[Stored data]
:::::

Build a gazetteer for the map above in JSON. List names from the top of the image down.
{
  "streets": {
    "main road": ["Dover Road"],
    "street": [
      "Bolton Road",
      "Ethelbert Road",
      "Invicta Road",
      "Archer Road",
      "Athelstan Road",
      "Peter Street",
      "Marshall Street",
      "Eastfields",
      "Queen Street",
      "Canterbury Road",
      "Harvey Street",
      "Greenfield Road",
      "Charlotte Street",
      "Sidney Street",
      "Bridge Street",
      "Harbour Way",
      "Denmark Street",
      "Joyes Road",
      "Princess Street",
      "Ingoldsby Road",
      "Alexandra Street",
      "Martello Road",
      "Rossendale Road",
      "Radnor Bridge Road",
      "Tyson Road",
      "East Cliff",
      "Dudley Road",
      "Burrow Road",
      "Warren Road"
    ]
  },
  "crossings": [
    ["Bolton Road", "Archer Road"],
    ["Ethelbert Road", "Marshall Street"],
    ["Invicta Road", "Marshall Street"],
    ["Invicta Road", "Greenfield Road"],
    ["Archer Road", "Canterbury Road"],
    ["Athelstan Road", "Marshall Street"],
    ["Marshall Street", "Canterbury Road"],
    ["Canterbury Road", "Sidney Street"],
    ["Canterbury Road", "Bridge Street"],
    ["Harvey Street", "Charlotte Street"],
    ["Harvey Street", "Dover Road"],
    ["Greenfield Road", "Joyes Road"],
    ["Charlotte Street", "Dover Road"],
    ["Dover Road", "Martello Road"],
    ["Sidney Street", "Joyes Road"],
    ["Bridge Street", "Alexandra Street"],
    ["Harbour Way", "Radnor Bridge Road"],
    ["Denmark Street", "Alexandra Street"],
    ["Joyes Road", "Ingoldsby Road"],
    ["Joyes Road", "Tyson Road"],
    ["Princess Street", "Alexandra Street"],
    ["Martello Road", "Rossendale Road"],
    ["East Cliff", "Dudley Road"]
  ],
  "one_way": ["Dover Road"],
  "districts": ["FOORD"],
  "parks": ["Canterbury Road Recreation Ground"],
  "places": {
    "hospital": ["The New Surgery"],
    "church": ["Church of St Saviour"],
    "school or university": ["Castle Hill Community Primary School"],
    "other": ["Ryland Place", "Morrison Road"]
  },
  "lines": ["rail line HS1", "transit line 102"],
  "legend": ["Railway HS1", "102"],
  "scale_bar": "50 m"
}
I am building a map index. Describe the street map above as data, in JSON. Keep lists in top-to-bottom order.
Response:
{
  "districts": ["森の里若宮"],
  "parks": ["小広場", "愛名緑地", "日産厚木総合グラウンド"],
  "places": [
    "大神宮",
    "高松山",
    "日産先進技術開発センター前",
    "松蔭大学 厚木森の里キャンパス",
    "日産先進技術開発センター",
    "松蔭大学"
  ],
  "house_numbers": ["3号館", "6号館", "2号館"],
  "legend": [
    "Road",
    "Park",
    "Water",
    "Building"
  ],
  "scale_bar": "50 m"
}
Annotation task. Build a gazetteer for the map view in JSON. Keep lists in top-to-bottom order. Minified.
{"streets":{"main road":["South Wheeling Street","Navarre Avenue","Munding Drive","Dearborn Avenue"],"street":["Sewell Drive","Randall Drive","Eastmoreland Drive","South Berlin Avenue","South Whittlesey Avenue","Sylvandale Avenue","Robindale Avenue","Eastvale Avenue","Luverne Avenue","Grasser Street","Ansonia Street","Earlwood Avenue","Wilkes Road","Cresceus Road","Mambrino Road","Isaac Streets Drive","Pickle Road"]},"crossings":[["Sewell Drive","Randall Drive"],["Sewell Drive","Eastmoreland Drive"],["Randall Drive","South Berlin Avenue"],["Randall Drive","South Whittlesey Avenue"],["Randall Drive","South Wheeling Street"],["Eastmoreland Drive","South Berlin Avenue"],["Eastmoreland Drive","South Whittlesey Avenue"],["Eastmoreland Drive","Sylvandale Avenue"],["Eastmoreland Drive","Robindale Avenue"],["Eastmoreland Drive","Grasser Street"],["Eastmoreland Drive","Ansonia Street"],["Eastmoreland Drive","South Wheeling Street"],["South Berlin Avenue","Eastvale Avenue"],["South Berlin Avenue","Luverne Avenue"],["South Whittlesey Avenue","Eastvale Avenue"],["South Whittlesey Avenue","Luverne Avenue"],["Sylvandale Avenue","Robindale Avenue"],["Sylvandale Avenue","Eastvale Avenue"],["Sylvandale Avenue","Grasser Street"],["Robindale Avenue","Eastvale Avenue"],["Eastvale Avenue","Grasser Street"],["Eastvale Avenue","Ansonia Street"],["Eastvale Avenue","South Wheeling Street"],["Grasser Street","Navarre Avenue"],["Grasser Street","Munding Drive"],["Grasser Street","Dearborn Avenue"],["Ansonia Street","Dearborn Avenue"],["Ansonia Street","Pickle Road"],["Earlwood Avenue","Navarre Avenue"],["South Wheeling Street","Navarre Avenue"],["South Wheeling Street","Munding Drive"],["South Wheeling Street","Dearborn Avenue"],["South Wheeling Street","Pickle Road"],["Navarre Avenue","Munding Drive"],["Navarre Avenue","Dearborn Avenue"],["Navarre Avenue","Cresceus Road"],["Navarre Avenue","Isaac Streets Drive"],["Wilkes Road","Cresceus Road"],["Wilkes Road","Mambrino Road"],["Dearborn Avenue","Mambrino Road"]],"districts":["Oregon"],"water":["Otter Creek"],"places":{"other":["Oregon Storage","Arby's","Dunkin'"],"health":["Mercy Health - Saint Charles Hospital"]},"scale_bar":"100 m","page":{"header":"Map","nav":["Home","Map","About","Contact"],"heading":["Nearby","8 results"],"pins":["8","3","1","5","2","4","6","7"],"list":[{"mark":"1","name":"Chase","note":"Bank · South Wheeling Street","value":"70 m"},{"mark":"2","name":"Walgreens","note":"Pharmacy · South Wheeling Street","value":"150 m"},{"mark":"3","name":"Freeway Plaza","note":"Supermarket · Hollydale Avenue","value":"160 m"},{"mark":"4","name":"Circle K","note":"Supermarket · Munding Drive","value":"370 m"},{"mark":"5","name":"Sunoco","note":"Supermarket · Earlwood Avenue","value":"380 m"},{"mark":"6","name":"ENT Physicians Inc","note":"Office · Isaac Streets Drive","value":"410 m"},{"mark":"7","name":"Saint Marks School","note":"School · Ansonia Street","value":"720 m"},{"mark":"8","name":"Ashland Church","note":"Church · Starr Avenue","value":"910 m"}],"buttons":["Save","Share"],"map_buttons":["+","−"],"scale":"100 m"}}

:::::

● GOAL OF THE EXERCISE:
Each line of the data above needs to be returned exactly.

● THE COMPLETED TASK:
Build a gazetteer for the map above in JSON. List names from the top of the image down.
{
  "streets": {
    "main road": ["Dover Road"],
    "street": [
      "Bolton Road",
      "Ethelbert Road",
      "Invicta Road",
      "Archer Road",
      "Athelstan Road",
      "Peter Street",
      "Marshall Street",
      "Eastfields",
      "Queen Street",
      "Canterbury Road",
      "Harvey Street",
      "Greenfield Road",
      "Charlotte Street",
      "Sidney Street",
      "Bridge Street",
      "Harbour Way",
      "Denmark Street",
      "Joyes Road",
      "Princess Street",
      "Ingoldsby Road",
      "Alexandra Street",
      "Martello Road",
      "Rossendale Road",
      "Radnor Bridge Road",
      "Tyson Road",
      "East Cliff",
      "Dudley Road",
      "Burrow Road",
      "Warren Road"
    ]
  },
  "crossings": [
    ["Bolton Road", "Archer Road"],
    ["Ethelbert Road", "Marshall Street"],
    ["Invicta Road", "Marshall Street"],
    ["Invicta Road", "Greenfield Road"],
    ["Archer Road", "Canterbury Road"],
    ["Athelstan Road", "Marshall Street"],
    ["Marshall Street", "Canterbury Road"],
    ["Canterbury Road", "Sidney Street"],
    ["Canterbury Road", "Bridge Street"],
    ["Harvey Street", "Charlotte Street"],
    ["Harvey Street", "Dover Road"],
    ["Greenfield Road", "Joyes Road"],
    ["Charlotte Street", "Dover Road"],
    ["Dover Road", "Martello Road"],
    ["Sidney Street", "Joyes Road"],
    ["Bridge Street", "Alexandra Street"],
    ["Harbour Way", "Radnor Bridge Road"],
    ["Denmark Street", "Alexandra Street"],
    ["Joyes Road", "Ingoldsby Road"],
    ["Joyes Road", "Tyson Road"],
    ["Princess Street", "Alexandra Street"],
    ["Martello Road", "Rossendale Road"],
    ["East Cliff", "Dudley Road"]
  ],
  "one_way": ["Dover Road"],
  "districts": ["FOORD"],
  "parks": ["Canterbury Road Recreation Ground"],
  "places": {
    "hospital": ["The New Surgery"],
    "church": ["Church of St Saviour"],
    "school or university": ["Castle Hill Community Primary School"],
    "other": ["Ryland Place", "Morrison Road"]
  },
  "lines": ["rail line HS1", "transit line 102"],
  "legend": ["Railway HS1", "102"],
  "scale_bar": "50 m"
}
I am building a map index. Describe the street map above as data, in JSON. Keep lists in top-to-bottom order.
Response:
{
  "districts": ["森の里若宮"],
  "parks": ["小広場", "愛名緑地", "日産厚木総合グラウンド"],
  "places": [
    "大神宮",
    "高松山",
    "日産先進技術開発センター前",
    "松蔭大学 厚木森の里キャンパス",
    "日産先進技術開発センター",
    "松蔭大学"
  ],
  "house_numbers": ["3号館", "6号館", "2号館"],
  "legend": [
    "Road",
    "Park",
    "Water",
    "Building"
  ],
  "scale_bar": "50 m"
}
Annotation task. Build a gazetteer for the map view in JSON. Keep lists in top-to-bottom order. Minified.
{"streets":{"main road":["South Wheeling Street","Navarre Avenue","Munding Drive","Dearborn Avenue"],"street":["Sewell Drive","Randall Drive","Eastmoreland Drive","South Berlin Avenue","South Whittlesey Avenue","Sylvandale Avenue","Robindale Avenue","Eastvale Avenue","Luverne Avenue","Grasser Street","Ansonia Street","Earlwood Avenue","Wilkes Road","Cresceus Road","Mambrino Road","Isaac Streets Drive","Pickle Road"]},"crossings":[["Sewell Drive","Randall Drive"],["Sewell Drive","Eastmoreland Drive"],["Randall Drive","South Berlin Avenue"],["Randall Drive","South Whittlesey Avenue"],["Randall Drive","South Wheeling Street"],["Eastmoreland Drive","South Berlin Avenue"],["Eastmoreland Drive","South Whittlesey Avenue"],["Eastmoreland Drive","Sylvandale Avenue"],["Eastmoreland Drive","Robindale Avenue"],["Eastmoreland Drive","Grasser Street"],["Eastmoreland Drive","Ansonia Street"],["Eastmoreland Drive","South Wheeling Street"],["South Berlin Avenue","Eastvale Avenue"],["South Berlin Avenue","Luverne Avenue"],["South Whittlesey Avenue","Eastvale Avenue"],["South Whittlesey Avenue","Luverne Avenue"],["Sylvandale Avenue","Robindale Avenue"],["Sylvandale Avenue","Eastvale Avenue"],["Sylvandale Avenue","Grasser Street"],["Robindale Avenue","Eastvale Avenue"],["Eastvale Avenue","Grasser Street"],["Eastvale Avenue","Ansonia Street"],["Eastvale Avenue","South Wheeling Street"],["Grasser Street","Navarre Avenue"],["Grasser Street","Munding Drive"],["Grasser Street","Dearborn Avenue"],["Ansonia Street","Dearborn Avenue"],["Ansonia Street","Pickle Road"],["Earlwood Avenue","Navarre Avenue"],["South Wheeling Street","Navarre Avenue"],["South Wheeling Street","Munding Drive"],["South Wheeling Street","Dearborn Avenue"],["South Wheeling Street","Pickle Road"],["Navarre Avenue","Munding Drive"],["Navarre Avenue","Dearborn Avenue"],["Navarre Avenue","Cresceus Road"],["Navarre Avenue","Isaac Streets Drive"],["Wilkes Road","Cresceus Road"],["Wilkes Road","Mambrino Road"],["Dearborn Avenue","Mambrino Road"]],"districts":["Oregon"],"water":["Otter Creek"],"places":{"other":["Oregon Storage","Arby's","Dunkin'"],"health":["Mercy Health - Saint Charles Hospital"]},"scale_bar":"100 m","page":{"header":"Map","nav":["Home","Map","About","Contact"],"heading":["Nearby","8 results"],"pins":["8","3","1","5","2","4","6","7"],"list":[{"mark":"1","name":"Chase","note":"Bank · South Wheeling Street","value":"70 m"},{"mark":"2","name":"Walgreens","note":"Pharmacy · South Wheeling Street","value":"150 m"},{"mark":"3","name":"Freeway Plaza","note":"Supermarket · Hollydale Avenue","value":"160 m"},{"mark":"4","name":"Circle K","note":"Supermarket · Munding Drive","value":"370 m"},{"mark":"5","name":"Sunoco","note":"Supermarket · Earlwood Avenue","value":"380 m"},{"mark":"6","name":"ENT Physicians Inc","note":"Office · Isaac Streets Drive","value":"410 m"},{"mark":"7","name":"Saint Marks School","note":"School · Ansonia Street","value":"720 m"},{"mark":"8","name":"Ashland Church","note":"Church · Starr Avenue","value":"910 m"}],"buttons":["Save","Share"],"map_buttons":["+","−"],"scale":"100 m"}}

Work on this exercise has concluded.